On the left is the sun, which is the gravity source. The "graviton" would travel from the gravity source, through space, to the earth. It's affects would then be felt.

On the right, you have a black hole. You have the gravity source in the middle of the black hole and a planet orbiting it. You have the flat(ish) space between the event horizon and the planet, but there is a gap. How does the gravity come from the gravity source all the way in the center of the black hole, through all that space that's curved so much that all geodesics point inwards?

In both diagrams, the "path" of gravity is the dotted line. How does gravity get through the part I've labeled as "very curved space?" What is the path from the gravity source in the center of the hole, to the edge of the Schwarzschild radius?

Is it because from our point of view, as objects approach the event horizon, they stop in time? Is the gravity source felt by orbiting objects from the surface of the black hole and not the singularity inside?

 

[PeterDonis]

the gravity from the sun taking 500 seconds is not like the gravity coming from a black hole. The lag is purely because of distance and the speed at which gravity works

And the same is true in the black hole case; the gravity you feel hovering above the hole comes from the stress-energy in your past light cone, i.e., from the matter that collapsed to form the hole. The only difference is that the matter might have collapsed millions or billions of years ago--but because of gravitational time dilation, light signals from the collapsing matter just before it fell below the horizon can take that long to get out to you. The same is true of "gravity signals" if you assume that gravity propagates at the speed of light (which is what GR predicts although we have not directly measured this).

You have the gravity source in the middle of the black hole

No, you don't. Your assumptions about the geometry of spacetime in the interior of a black hole are not correct. The black hole is vacuum inside. The singularity at the center, $r = 0$, is not, strictly speaking, part of spacetime at all; but considered as a boundary of spacetime, it is in the future--i.e., it is a moment in time (which is in the future of anyone inside the horizon), not a place in space.

How does gravity get through the part I've labeled as "very curved space?

It doesn't. Once again: the gravity is not coming from inside the hole. It is coming from the matter that collapsed in the far past to form the hole. Please take a big step back and think very carefully about what that means.

Is it because from our point of view, as objects approach the event horizon, they stop in time?

There is a sense in which this is sort of getting at a piece of the answer (see my comment above about how long light takes to get out to you from close to the horizon), but it has nothing to do with objects "stopping in time", it has to do with the propagation of light (or gravity) near the horizon.

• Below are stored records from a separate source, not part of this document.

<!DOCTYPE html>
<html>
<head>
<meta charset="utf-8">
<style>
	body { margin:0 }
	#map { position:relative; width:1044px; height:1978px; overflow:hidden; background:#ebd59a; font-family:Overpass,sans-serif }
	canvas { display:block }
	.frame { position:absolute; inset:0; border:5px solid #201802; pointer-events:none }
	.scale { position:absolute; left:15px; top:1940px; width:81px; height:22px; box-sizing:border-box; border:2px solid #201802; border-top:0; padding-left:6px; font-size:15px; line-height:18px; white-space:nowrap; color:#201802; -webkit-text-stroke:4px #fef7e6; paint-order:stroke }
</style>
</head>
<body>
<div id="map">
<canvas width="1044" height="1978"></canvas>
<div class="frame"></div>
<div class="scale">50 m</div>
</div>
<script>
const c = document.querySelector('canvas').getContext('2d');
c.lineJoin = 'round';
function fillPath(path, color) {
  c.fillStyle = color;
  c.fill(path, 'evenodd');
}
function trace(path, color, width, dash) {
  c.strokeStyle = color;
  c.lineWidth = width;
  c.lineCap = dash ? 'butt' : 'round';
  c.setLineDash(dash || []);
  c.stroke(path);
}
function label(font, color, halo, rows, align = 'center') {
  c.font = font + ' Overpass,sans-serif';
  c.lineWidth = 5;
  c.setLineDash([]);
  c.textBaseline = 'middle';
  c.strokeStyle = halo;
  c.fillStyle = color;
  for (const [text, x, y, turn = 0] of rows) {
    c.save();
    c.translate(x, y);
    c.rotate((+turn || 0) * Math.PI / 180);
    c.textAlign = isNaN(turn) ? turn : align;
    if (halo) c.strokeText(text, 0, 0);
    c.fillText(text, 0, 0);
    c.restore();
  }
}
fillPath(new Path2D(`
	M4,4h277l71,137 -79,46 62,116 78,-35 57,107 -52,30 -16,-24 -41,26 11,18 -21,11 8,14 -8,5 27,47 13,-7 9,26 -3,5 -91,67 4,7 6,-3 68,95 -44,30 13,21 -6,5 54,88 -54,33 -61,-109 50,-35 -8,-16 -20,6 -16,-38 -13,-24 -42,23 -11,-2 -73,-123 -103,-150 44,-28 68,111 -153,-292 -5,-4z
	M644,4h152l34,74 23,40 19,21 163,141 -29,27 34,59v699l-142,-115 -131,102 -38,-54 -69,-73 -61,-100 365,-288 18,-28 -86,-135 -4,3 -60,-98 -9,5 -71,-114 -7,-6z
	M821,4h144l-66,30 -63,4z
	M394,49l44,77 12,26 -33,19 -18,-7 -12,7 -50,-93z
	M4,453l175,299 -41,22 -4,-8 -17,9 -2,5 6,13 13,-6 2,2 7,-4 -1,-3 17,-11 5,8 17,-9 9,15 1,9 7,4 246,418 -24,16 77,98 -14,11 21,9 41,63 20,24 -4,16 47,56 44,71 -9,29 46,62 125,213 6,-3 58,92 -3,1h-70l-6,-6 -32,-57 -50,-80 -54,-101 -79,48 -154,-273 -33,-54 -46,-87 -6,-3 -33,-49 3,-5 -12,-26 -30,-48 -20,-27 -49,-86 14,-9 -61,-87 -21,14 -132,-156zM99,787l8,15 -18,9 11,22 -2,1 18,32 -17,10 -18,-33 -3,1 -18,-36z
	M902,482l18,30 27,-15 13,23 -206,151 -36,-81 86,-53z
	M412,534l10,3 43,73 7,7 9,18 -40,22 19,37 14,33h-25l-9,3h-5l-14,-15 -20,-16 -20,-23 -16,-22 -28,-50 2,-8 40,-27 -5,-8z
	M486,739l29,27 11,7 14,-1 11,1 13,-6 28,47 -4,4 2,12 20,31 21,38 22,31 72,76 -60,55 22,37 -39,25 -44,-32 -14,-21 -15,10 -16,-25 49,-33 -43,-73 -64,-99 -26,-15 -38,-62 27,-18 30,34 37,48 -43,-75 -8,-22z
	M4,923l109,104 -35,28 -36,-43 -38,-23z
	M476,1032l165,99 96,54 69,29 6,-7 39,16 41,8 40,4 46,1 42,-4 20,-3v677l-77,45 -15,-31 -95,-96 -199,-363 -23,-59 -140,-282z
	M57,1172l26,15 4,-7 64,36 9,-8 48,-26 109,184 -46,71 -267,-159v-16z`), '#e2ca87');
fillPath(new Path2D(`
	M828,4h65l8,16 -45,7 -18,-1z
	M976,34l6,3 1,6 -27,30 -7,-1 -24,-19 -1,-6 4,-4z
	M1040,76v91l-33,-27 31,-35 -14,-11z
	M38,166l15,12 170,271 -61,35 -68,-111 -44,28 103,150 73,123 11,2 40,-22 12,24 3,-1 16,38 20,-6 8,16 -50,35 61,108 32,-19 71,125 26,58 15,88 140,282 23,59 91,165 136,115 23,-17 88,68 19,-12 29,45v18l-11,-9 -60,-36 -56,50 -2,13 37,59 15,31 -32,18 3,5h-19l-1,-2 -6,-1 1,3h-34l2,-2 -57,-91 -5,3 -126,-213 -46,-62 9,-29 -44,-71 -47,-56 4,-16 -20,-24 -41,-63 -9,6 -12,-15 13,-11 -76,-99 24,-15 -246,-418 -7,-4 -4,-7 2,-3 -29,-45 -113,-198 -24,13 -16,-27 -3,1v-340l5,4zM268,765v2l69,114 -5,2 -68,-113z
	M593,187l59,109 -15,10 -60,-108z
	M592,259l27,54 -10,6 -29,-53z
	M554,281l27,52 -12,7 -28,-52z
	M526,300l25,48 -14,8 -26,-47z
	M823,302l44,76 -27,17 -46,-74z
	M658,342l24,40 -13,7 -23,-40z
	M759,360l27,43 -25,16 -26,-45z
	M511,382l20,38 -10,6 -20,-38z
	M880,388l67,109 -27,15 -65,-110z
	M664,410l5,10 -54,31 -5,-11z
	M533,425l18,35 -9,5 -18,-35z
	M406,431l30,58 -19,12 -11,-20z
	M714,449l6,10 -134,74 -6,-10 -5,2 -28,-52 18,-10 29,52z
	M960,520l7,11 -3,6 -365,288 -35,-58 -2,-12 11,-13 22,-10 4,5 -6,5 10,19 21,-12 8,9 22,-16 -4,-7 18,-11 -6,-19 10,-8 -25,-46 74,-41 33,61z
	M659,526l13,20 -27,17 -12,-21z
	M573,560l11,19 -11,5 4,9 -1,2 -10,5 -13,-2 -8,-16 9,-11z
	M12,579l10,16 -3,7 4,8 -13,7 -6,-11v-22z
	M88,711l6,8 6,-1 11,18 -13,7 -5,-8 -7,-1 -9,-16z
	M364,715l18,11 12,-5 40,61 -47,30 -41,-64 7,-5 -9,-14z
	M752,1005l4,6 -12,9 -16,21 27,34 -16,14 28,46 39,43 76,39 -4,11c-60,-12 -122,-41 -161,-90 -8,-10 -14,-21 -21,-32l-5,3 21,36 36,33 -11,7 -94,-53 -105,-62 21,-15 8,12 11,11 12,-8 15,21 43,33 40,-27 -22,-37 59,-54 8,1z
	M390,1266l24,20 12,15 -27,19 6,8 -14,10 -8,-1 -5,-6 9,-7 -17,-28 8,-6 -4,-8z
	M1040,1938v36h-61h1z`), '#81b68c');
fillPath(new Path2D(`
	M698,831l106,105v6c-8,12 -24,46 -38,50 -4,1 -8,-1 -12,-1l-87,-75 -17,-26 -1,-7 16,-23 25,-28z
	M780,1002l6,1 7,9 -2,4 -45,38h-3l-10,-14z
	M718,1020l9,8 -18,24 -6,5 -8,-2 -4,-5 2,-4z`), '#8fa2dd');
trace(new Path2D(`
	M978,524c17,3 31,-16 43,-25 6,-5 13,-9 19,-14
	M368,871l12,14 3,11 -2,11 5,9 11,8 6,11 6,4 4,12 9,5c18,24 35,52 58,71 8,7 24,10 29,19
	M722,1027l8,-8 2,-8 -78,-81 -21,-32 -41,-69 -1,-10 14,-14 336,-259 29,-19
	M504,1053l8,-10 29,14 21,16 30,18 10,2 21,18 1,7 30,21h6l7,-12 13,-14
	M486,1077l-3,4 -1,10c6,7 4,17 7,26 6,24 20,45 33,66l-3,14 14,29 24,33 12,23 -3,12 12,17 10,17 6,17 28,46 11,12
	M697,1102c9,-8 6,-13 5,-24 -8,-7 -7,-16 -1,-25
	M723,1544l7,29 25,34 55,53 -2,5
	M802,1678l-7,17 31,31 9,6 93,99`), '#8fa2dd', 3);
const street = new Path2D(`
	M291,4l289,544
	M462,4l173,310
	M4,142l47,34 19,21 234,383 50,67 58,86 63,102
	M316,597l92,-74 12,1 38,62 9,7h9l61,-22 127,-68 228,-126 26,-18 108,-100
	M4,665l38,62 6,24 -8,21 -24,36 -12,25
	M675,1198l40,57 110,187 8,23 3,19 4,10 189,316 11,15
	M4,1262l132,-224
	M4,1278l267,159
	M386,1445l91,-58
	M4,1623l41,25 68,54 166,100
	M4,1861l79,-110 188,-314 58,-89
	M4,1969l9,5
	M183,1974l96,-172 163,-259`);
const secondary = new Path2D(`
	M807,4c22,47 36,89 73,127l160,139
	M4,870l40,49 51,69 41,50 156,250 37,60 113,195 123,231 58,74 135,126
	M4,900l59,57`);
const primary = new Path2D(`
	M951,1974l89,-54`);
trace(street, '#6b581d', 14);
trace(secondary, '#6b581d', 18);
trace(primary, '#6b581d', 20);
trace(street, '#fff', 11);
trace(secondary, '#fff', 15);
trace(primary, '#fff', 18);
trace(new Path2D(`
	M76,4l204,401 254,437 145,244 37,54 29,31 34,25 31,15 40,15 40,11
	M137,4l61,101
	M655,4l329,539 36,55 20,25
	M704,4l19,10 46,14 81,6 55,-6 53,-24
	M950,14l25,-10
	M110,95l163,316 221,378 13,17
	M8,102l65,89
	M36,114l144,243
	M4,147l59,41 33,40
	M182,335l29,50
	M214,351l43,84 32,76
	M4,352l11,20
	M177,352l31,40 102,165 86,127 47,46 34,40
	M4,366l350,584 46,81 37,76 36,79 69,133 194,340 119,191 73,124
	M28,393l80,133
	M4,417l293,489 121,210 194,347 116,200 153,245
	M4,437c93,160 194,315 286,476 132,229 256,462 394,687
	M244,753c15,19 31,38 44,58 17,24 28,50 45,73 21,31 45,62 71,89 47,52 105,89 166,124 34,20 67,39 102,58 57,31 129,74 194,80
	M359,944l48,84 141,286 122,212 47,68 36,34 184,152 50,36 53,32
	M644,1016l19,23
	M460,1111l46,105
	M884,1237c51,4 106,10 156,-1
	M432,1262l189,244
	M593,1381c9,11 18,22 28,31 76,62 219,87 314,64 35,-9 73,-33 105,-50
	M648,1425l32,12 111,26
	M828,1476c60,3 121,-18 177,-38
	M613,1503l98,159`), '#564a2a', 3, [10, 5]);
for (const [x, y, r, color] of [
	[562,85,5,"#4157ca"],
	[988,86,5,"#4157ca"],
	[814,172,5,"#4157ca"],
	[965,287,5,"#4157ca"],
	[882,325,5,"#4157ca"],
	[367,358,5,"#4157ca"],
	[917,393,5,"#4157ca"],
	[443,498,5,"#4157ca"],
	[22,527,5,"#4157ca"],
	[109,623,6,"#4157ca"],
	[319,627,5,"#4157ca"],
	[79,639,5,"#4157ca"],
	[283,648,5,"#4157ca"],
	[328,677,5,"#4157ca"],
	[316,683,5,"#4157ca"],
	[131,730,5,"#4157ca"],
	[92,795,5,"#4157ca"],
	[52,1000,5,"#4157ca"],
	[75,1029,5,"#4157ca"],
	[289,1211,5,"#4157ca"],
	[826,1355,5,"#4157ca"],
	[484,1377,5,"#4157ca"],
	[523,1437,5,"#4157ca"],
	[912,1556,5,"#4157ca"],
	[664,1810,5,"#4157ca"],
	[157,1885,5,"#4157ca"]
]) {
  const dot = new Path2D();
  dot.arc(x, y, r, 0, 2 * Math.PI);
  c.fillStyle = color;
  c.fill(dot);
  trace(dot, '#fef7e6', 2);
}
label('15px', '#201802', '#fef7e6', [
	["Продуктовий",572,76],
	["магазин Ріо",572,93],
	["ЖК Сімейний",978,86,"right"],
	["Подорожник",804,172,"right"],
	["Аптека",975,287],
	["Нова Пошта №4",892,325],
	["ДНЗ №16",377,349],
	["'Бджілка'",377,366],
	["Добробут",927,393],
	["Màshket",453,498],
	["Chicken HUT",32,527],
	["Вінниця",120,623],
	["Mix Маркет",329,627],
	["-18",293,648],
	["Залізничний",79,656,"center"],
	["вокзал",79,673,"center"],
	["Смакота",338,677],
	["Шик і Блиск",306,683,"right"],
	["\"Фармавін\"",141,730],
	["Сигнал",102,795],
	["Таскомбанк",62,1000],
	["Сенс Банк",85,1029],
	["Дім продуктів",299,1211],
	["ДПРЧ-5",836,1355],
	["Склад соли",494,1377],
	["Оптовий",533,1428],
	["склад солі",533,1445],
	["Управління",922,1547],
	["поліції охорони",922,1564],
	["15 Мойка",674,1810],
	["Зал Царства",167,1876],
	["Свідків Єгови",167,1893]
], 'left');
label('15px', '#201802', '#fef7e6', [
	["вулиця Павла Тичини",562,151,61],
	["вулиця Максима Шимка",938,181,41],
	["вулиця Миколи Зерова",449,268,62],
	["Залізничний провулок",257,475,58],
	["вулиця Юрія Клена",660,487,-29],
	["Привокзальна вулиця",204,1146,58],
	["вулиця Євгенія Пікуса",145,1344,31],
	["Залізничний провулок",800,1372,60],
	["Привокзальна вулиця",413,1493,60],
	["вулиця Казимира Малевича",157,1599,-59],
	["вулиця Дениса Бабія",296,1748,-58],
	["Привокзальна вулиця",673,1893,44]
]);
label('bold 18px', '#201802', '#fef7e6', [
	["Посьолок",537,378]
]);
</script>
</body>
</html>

Is the gravity source felt by orbiting objects from the surface of the black hole and not the singularity inside?

Neither. I've already said where the gravity comes from. Please read what I posted again, carefully.

 

[newjerseyrunner]

Interesting. The matter from the past affecting objects in the present is strange, but I think I'm starting to understand it.

Follow up though. As the black hole evaporates, how does the effect of that past matter dissipate? Or is that one of the issues with the black hole information paradox? I imagine it being released as the black hole shrinks that "future" singularity comes closer and closer to the present?

 

[PeterDonis]

As the black hole evaporates, how does the effect of that past matter dissipate?

Heuristically, as the hole evaporates, its horizon radius decreases, so the gravitational time dilation at a fixed radius gets smaller. That means there is less and less effect of past matter still "waiting" to propagate out to that radius. By contrast, if the hole is static (not evaporating, i.e., the idealized classical GR case), gravitational time dilation at a given radius is constant.

as the black hole shrinks that "future" singularity comes closer and closer to the present?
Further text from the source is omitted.